As a prelude to considering the balance of convenience, the Court must consider whether or not the applicant will suffer irreparable loss, being loss for which an award of damages would not be an adequate remedy, either because of the nature of the threatened loss, or because the party sought to be restrained would not be in a position to satisfy an order for damages”.


The Fiji Court of Appeal quoted with approval the following passage from American Cyanamid:


“If damages... would be an adequate remedy and the defendant would be in a financial position to pay them, no interlocutory injunction should normally be granted”[19]


  1. In Professional West Realty (Fiji) Limited v Professional Limited[20], the Fiji Court of Appeal stated:

The balance of convenience is often approached by considering the harm to the Plaintiff that may result in the event that the injunction is not granted and the harm to the Defendant that may result in the event that the injunction is granted.

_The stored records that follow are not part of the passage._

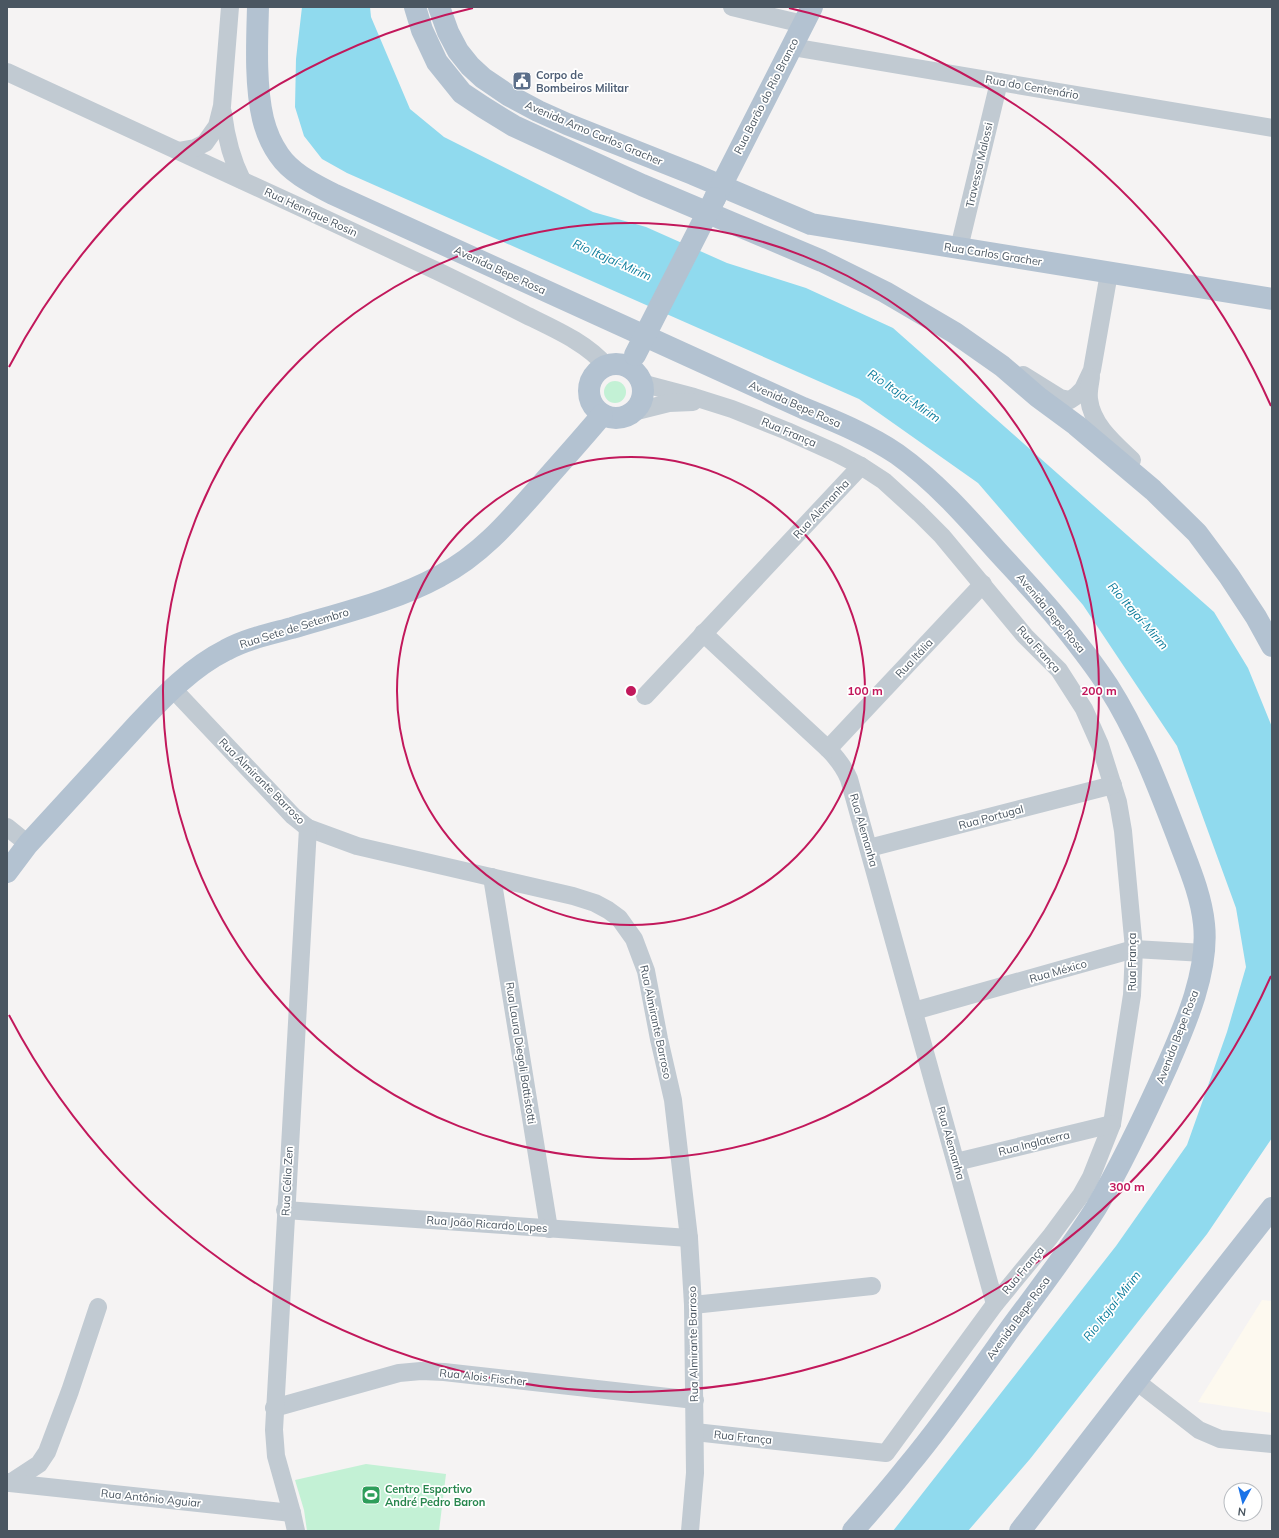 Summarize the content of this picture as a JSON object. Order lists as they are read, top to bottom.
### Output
{
  "streets": {
    "main road": [
      "Rua Barão do Rio Branco",
      "Avenida Arno Carlos Gracher",
      "Rua Carlos Gracher",
      "Avenida Bepe Rosa",
      "Rua Sete de Setembro"
    ],
    "street": [
      "Rua do Centenário",
      "Travessa Malossi",
      "Rua Henrique Rosin",
      "Rua França",
      "Rua Alemanha",
      "Rua Itália",
      "Rua Almirante Barroso",
      "Rua Portugal",
      "Rua México",
      "Rua Laura Diegoli Battistotti",
      "Rua Inglaterra",
      "Rua Célia Zen",
      "Rua João Ricardo Lopes",
      "Rua Alois Fischer",
      "Rua Antônio Aguiar"
    ]
  },
  "crossings": [
    ["Rua do Centenário", "Rua Barão do Rio Branco"],
    ["Rua do Centenário", "Travessa Malossi"],
    ["Rua Barão do Rio Branco", "Avenida Arno Carlos Gracher"],
    ["Rua Barão do Rio Branco", "Rua Henrique Rosin"],
    ["Rua Barão do Rio Branco", "Rua Carlos Gracher"],
    ["Rua Barão do Rio Branco", "Rua França"],
    ["Rua Barão do Rio Branco", "Rua Sete de Setembro"],
    ["Avenida Arno Carlos Gracher", "Rua Carlos Gracher"],
    ["Travessa Malossi", "Rua Carlos Gracher"],
    ["Rua Henrique Rosin", "Rua França"],
    ["Rua Henrique Rosin", "Rua Sete de Setembro"],
    ["Avenida Bepe Rosa", "Rua México"],
    ["Rua França", "Rua Alemanha"],
    ["Rua França", "Rua Sete de Setembro"],
    ["Rua França", "Rua Itália"],
    ["Rua França", "Rua Almirante Barroso"],
    ["Rua França", "Rua Portugal"],
    ["Rua França", "Rua México"],
    ["Rua França", "Rua Inglaterra"],
    ["Rua Alemanha", "Rua Itália"],
    ["Rua Alemanha", "Rua Portugal"],
    ["Rua Alemanha", "Rua México"],
    ["Rua Alemanha", "Rua Inglaterra"],
    ["Rua Sete de Setembro", "Rua Almirante Barroso"],
    ["Rua Almirante Barroso", "Rua Laura Diegoli Battistotti"],
    ["Rua Almirante Barroso", "Rua Célia Zen"],
    ["Rua Almirante Barroso", "Rua João Ricardo Lopes"],
    ["Rua Almirante Barroso", "Rua Alois Fischer"],
    ["Rua Laura Diegoli Battistotti", "Rua João Ricardo Lopes"],
    ["Rua Célia Zen", "Rua João Ricardo Lopes"],
    ["Rua Célia Zen", "Rua Alois Fischer"],
    ["Rua Célia Zen", "Rua Antônio Aguiar"]
  ],
  "water": ["Rio Itajaí-Mirim"],
  "places": {
    "public building": ["Corpo de Bombeiros Militar"],
    "sports": ["Centro Esportivo André Pedro Baron"]
  },
  "north": "bottom",
  "rings": ["100 m", "200 m", "300 m"]
}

The onus lies on the Plaintiff to establish that on balance the harm that it is likely to suffer if the injunction is not granted outweighs any detriment to the Defendant in the event that the injunction is granted”.


  1. In NWL v Woods[21], the House of Lords said:

“In assessing whether what is compendiously called the balance of convenience lies in granting or refusing interlocutory injunctions in actions between parties of undoubted solvency the judge is engaged in weighing the respective risks that injustice may result from his deciding one way rather than the other at a stage when the evidence is incomplete.”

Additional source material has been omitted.